Single by The Alan Parsons Project

from the album Vulture Culture
- B-side: "Hawkeye"
- Released: 11 January 1985
- Recorded: May–July 1984
- Studio: Abbey Road, London
- Length: 4:29
- Label: Arista
- Songwriters: Eric Woolfson; Alan Parsons;
- Producer: Alan Parsons

The Alan Parsons Project singles chronology
| "Prime Time" (1984) | "Let's Talk About Me" (1985) | "Days Are Numbers (The Traveller)" (1985) |

= Let's Talk About Me (song) =

"Let's Talk About Me" is a song by The Alan Parsons Project, the opening track to their 1985 album Vulture Culture. The song was co-written by Eric Woolfson and Alan Parsons and sung by David Paton. It was released as the album's first single and charted in several countries. A music video was created to promote the single, which was directed by Ron Jacobs and produced by Jon Small Productions.
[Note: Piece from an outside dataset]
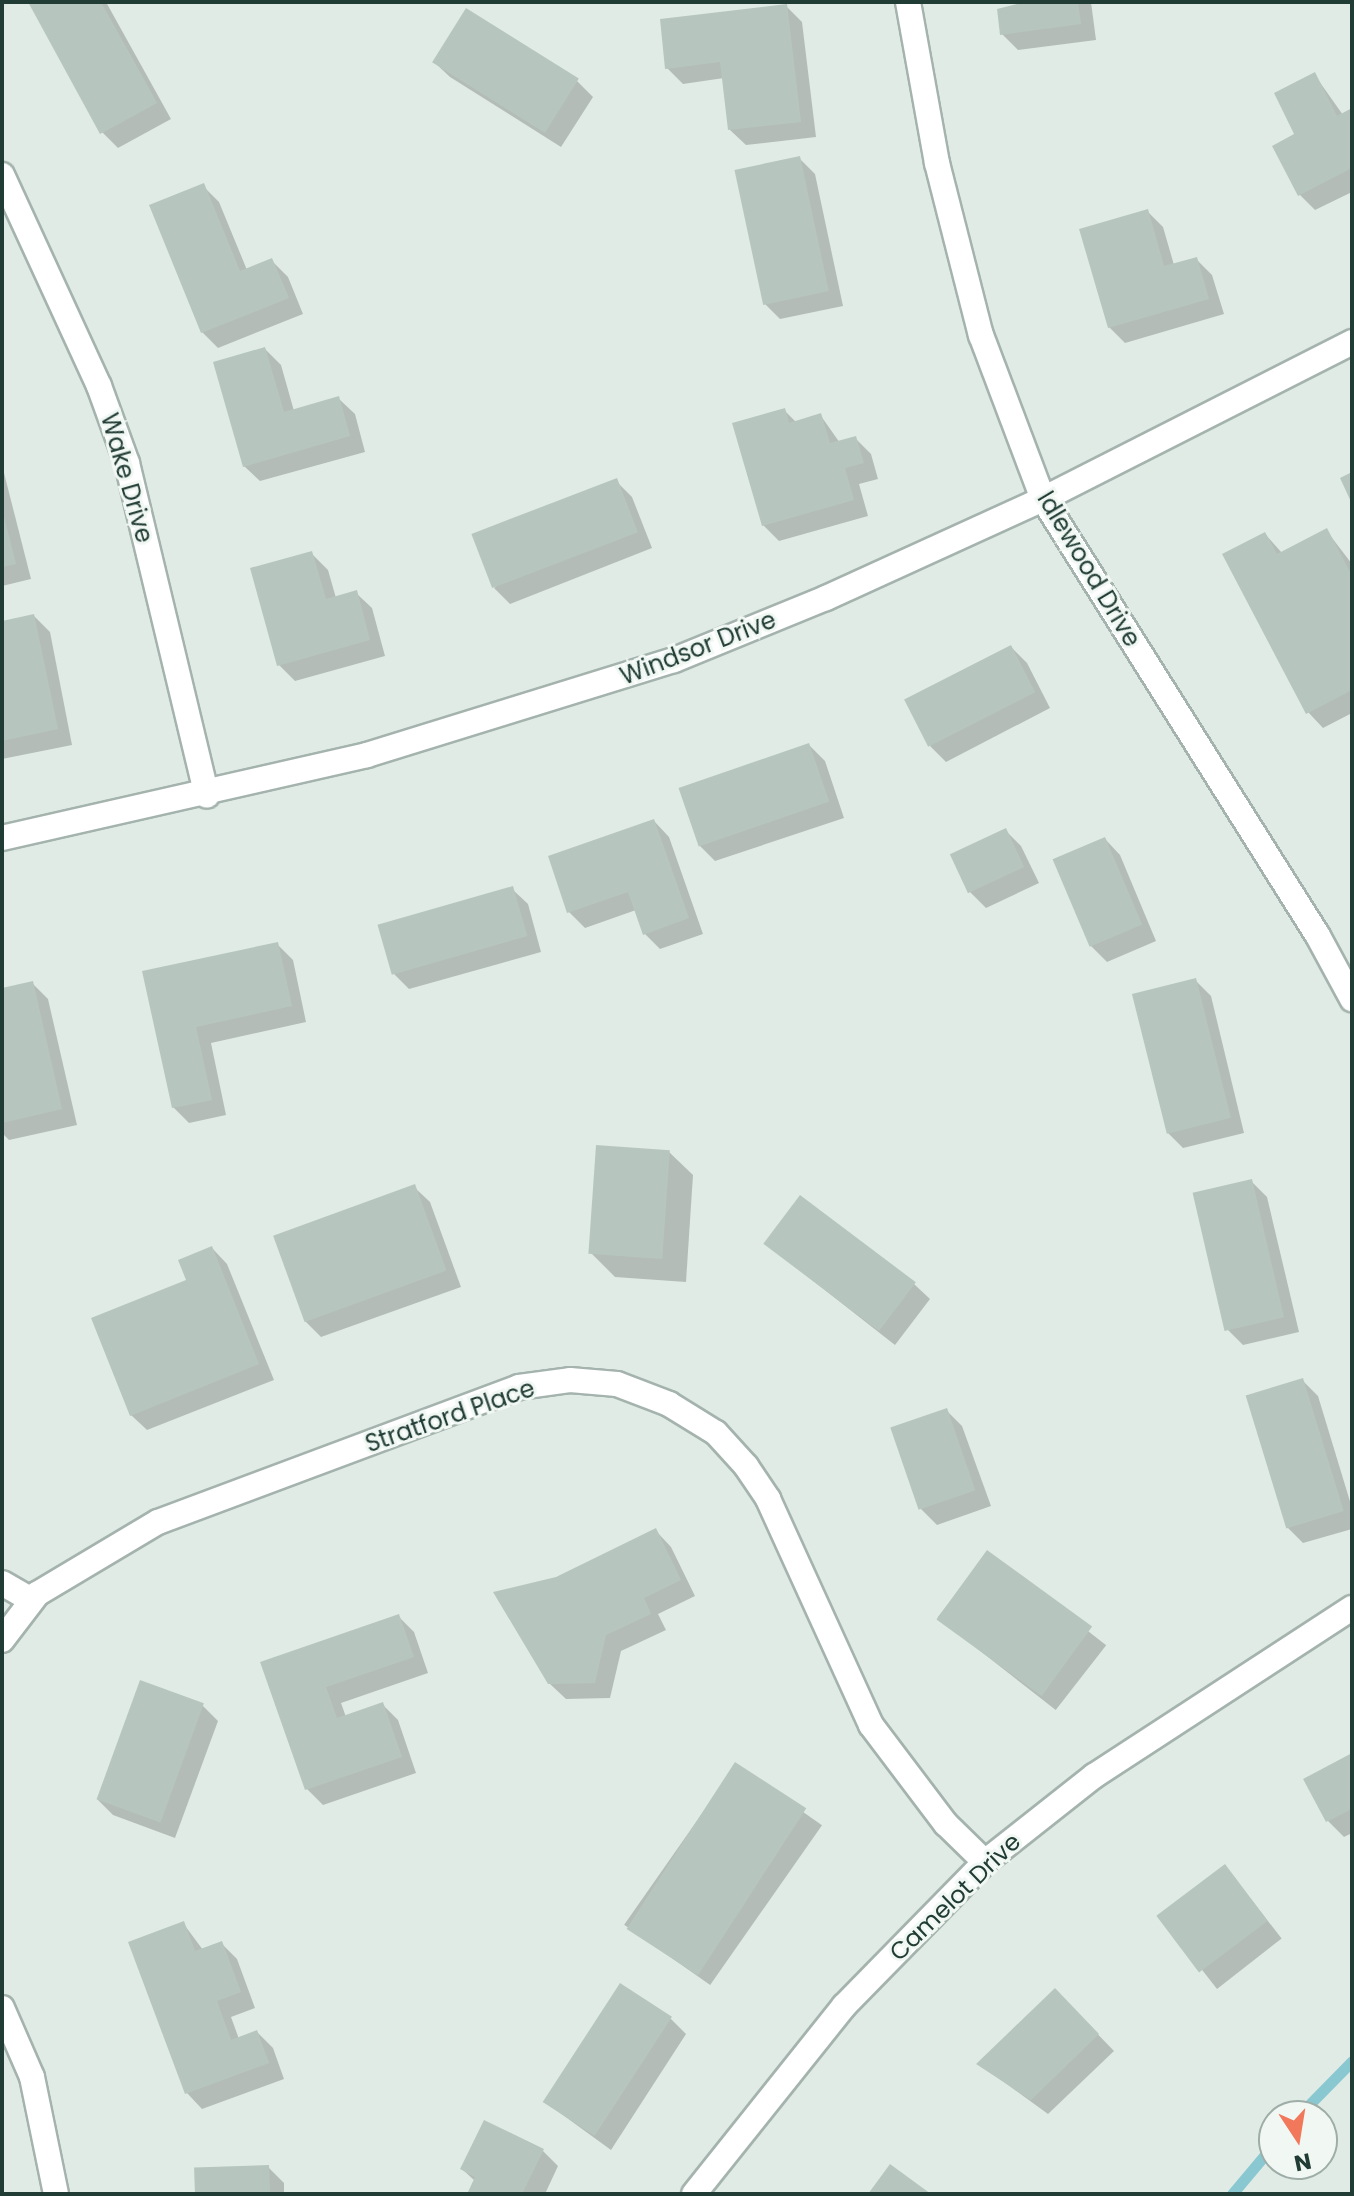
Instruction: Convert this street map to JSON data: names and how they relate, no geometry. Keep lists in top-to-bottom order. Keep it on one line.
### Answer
{"streets":{"street":["Wake Drive","Idlewood Drive","Windsor Drive","Stratford Place","Camelot Drive"]},"crossings":[["Wake Drive","Windsor Drive"],["Idlewood Drive","Windsor Drive"],["Stratford Place","Camelot Drive"]],"north":"bottom"}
The song was written about the Me generation and features dialogue from Lee Abrams, who was with the band at a London restaurant. Woolfson said that Abrams was "performing his party piece at dinner which consisted of a 10 minute rant on any subject you cared to mention, as well as his apparent skill as an air traffic controller". Abrams' dialogue was captured on a Sony Walkman and parts of it were incorporated into "Let's Talk About Me". Abrams was credited under the anagram Mr Laser Beam in the album's liner notes.

==Release==
In the United Kingdom, "Let's Talk About Me" was released on 5 January 1985 by Arista Records with "Hawkeye" as the B-side on all editions of the single. The twelve-inch single was also appended with the song "Pipeline". Later that month, the song was added to eleven radio station playlists across the country, including DevonAir, Signal Radio, and Marcher Sound. The band promoted the single in the United Kingdom by appearing on the Sky Channel, where they were interviewed by Peter Powell.

The song also received airplay throughout the rest of continental Europe. On the Stichting Nederlandse Top 40 airplay report, which tabulated airplay from NPO 3FM, "Let's Talk About Me" was ranked ninth on the listing. The song charted on both the Nederlandse Top 40 and Dutch Single Top 100, where it peaked at No. 31 and No. 40 respectively. It was also ranked as the most played song in Spain from Sociedad Española de Radiodifusión. The song peaked at No. 31 on the European Airplay Top 50 chart published by Music & Media.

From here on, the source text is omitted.